> [Exercise details]
Search the records for "viewBox". Report every line where it occurs.

> [Supplied data]
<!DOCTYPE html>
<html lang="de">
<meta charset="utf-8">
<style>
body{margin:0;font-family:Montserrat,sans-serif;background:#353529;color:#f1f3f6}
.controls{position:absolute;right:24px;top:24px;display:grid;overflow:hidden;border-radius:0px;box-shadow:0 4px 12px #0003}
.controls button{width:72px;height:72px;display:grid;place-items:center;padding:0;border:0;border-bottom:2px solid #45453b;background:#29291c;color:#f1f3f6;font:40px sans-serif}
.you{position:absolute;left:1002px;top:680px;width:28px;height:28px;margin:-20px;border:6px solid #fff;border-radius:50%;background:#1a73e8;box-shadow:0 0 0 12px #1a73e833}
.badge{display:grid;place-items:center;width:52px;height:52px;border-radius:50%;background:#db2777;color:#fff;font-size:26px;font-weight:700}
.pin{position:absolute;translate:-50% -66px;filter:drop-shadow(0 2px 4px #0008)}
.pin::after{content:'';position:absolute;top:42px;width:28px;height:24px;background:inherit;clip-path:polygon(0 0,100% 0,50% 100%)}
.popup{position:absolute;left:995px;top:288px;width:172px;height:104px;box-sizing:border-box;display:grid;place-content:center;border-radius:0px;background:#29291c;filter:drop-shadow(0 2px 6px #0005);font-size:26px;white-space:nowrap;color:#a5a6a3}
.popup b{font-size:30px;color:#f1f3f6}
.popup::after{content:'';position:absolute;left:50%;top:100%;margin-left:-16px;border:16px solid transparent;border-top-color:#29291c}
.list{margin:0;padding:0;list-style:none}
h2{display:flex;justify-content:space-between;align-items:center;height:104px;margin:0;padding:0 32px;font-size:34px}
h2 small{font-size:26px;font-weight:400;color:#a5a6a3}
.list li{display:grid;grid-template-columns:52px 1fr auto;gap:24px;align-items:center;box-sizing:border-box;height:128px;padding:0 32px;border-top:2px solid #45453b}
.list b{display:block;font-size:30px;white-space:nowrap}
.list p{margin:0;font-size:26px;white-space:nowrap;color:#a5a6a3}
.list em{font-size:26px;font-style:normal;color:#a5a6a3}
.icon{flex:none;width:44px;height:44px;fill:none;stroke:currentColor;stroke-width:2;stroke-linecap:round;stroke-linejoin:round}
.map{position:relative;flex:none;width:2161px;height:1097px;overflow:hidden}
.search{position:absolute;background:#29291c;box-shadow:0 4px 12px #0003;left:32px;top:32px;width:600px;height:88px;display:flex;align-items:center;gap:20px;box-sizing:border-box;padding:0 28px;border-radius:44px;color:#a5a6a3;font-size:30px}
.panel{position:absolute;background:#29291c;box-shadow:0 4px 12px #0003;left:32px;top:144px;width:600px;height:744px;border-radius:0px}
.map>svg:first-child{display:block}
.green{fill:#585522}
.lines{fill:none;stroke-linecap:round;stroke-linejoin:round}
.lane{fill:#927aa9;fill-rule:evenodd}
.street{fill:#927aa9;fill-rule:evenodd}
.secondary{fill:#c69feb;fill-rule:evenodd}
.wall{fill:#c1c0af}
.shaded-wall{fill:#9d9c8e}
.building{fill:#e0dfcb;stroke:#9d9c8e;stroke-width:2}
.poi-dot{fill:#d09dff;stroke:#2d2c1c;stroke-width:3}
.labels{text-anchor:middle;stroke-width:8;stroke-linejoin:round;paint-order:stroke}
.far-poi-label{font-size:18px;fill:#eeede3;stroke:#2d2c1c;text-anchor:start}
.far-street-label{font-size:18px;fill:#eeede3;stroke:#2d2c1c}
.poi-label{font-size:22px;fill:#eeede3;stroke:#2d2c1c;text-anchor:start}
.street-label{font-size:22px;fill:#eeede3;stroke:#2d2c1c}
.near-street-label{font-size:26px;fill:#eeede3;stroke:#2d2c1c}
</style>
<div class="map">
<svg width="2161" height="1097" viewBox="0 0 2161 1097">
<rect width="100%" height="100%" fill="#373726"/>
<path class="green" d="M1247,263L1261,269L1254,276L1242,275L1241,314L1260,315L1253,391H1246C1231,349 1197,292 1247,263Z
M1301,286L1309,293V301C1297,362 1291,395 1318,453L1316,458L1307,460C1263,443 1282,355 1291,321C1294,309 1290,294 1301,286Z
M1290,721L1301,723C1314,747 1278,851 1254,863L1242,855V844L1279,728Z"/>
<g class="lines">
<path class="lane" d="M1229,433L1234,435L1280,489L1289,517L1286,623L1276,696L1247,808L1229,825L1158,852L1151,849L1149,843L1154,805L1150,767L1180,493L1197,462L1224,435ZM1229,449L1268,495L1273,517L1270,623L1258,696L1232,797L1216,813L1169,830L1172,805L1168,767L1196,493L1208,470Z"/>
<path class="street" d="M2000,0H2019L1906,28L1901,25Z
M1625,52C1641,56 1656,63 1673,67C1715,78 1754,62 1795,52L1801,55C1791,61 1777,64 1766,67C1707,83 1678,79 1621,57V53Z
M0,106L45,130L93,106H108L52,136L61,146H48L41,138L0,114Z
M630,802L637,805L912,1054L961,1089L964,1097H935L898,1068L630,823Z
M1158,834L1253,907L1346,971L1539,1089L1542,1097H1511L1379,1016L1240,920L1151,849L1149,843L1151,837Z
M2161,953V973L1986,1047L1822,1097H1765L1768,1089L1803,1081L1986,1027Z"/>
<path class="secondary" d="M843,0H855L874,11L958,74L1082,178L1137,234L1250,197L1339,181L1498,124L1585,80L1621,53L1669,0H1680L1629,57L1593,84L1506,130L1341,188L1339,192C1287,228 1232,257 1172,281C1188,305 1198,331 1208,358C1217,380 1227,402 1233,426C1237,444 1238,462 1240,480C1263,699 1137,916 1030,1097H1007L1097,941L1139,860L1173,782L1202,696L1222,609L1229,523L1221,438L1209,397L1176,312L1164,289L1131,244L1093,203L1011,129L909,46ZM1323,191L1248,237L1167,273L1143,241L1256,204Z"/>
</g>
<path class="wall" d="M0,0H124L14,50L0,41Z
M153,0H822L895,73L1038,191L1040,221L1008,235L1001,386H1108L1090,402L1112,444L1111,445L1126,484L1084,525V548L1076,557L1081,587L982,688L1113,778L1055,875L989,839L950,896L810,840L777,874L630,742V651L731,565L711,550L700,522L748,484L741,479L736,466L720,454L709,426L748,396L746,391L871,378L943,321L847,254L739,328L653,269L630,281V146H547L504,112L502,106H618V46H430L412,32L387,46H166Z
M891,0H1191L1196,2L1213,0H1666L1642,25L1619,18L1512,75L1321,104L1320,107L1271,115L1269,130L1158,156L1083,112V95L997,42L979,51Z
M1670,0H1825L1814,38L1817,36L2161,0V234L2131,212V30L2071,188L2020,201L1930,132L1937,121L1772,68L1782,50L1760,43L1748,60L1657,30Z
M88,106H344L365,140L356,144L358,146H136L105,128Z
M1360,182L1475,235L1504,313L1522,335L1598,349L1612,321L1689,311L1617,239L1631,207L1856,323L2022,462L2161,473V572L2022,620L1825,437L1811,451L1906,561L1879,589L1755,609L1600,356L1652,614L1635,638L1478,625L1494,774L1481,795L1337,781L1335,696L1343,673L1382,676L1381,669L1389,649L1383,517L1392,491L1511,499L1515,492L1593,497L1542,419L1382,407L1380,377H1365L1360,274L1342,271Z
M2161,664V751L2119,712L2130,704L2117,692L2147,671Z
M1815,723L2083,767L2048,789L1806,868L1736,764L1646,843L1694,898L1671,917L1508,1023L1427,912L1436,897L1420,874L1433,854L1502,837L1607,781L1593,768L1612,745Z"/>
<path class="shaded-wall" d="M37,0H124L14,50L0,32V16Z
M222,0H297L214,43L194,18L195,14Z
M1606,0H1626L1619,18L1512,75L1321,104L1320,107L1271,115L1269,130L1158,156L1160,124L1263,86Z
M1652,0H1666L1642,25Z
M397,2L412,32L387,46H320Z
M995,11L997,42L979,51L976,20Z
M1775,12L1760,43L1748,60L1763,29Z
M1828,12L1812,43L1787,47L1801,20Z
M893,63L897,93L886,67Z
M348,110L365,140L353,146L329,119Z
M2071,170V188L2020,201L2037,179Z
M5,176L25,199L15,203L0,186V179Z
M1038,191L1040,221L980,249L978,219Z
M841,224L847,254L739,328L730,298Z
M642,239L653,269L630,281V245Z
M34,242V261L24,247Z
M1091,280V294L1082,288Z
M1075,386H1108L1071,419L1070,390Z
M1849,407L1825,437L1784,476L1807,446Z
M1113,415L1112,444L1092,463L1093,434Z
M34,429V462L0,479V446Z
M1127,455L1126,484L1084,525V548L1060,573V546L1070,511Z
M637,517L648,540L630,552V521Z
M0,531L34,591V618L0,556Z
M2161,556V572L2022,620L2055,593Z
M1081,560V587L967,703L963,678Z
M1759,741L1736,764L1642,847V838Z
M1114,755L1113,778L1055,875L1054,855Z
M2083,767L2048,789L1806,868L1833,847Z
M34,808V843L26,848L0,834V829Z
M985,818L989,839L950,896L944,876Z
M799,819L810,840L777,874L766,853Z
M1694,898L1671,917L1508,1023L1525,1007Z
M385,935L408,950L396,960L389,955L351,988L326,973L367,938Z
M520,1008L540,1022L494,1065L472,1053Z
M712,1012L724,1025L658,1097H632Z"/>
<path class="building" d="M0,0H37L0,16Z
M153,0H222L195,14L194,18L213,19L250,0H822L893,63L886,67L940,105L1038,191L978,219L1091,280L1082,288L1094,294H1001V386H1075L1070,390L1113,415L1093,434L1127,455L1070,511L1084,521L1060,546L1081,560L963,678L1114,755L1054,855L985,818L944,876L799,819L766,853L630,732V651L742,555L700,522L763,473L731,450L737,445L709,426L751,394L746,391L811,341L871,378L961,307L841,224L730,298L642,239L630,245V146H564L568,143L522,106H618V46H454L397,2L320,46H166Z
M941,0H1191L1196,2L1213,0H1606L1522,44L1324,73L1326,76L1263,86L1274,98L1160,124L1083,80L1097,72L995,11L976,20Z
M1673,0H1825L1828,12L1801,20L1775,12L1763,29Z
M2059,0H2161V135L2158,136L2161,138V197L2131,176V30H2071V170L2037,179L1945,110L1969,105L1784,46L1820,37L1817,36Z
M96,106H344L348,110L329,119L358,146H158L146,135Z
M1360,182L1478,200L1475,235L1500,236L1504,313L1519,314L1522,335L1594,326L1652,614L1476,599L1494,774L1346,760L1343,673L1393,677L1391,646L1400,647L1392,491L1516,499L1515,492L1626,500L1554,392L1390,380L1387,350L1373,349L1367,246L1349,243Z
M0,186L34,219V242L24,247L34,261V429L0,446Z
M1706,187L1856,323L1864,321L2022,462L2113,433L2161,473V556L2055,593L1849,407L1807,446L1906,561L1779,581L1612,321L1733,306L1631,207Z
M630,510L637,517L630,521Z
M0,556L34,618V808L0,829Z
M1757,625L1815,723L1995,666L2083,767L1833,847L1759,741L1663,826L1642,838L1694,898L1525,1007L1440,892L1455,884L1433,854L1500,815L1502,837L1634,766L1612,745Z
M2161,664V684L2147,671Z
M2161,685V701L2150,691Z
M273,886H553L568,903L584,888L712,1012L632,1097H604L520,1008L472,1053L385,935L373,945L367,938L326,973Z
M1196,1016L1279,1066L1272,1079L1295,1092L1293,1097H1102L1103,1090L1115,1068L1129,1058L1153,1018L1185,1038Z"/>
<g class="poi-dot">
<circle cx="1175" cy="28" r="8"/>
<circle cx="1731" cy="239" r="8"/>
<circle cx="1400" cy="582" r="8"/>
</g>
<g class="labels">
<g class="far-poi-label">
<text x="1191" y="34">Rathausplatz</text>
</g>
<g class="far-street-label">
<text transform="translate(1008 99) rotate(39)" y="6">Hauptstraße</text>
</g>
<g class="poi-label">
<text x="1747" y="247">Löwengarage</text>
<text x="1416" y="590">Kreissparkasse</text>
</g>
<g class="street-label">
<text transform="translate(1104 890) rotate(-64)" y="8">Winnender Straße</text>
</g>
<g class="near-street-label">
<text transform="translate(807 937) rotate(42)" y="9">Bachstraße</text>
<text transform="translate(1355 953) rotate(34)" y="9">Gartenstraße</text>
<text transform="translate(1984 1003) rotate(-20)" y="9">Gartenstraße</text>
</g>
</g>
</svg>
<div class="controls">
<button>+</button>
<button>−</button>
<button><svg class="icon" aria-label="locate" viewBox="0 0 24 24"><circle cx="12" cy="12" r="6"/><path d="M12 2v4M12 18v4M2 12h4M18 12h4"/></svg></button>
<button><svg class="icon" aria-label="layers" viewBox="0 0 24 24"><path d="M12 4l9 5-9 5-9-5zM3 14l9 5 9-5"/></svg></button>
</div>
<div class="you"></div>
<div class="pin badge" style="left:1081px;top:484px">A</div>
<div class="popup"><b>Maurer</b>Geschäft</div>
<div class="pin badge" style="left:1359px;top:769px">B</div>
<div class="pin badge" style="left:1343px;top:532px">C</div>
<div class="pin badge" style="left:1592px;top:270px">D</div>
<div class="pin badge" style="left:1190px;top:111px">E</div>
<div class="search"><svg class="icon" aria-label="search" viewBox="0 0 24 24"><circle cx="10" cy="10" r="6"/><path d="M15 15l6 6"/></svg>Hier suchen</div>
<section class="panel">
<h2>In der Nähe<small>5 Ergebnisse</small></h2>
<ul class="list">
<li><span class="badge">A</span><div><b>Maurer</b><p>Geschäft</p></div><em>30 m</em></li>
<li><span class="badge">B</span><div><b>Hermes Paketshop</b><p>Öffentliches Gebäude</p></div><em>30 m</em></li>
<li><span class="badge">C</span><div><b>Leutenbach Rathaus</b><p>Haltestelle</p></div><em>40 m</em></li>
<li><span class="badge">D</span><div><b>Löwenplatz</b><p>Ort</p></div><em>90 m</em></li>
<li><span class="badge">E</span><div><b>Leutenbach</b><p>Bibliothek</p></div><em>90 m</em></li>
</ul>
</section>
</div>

> [Task response]
<svg width="2161" height="1097" viewBox="0 0 2161 1097">
<button><svg class="icon" aria-label="locate" viewBox="0 0 24 24"><circle cx="12" cy="12" r="6"/><path d="M12 2v4M12 18v4M2 12h4M18 12h4"/></svg></button>
<button><svg class="icon" aria-label="layers" viewBox="0 0 24 24"><path d="M12 4l9 5-9 5-9-5zM3 14l9 5 9-5"/></svg></button>
<div class="search"><svg class="icon" aria-label="search" viewBox="0 0 24 24"><circle cx="10" cy="10" r="6"/><path d="M15 15l6 6"/></svg>Hier suchen</div>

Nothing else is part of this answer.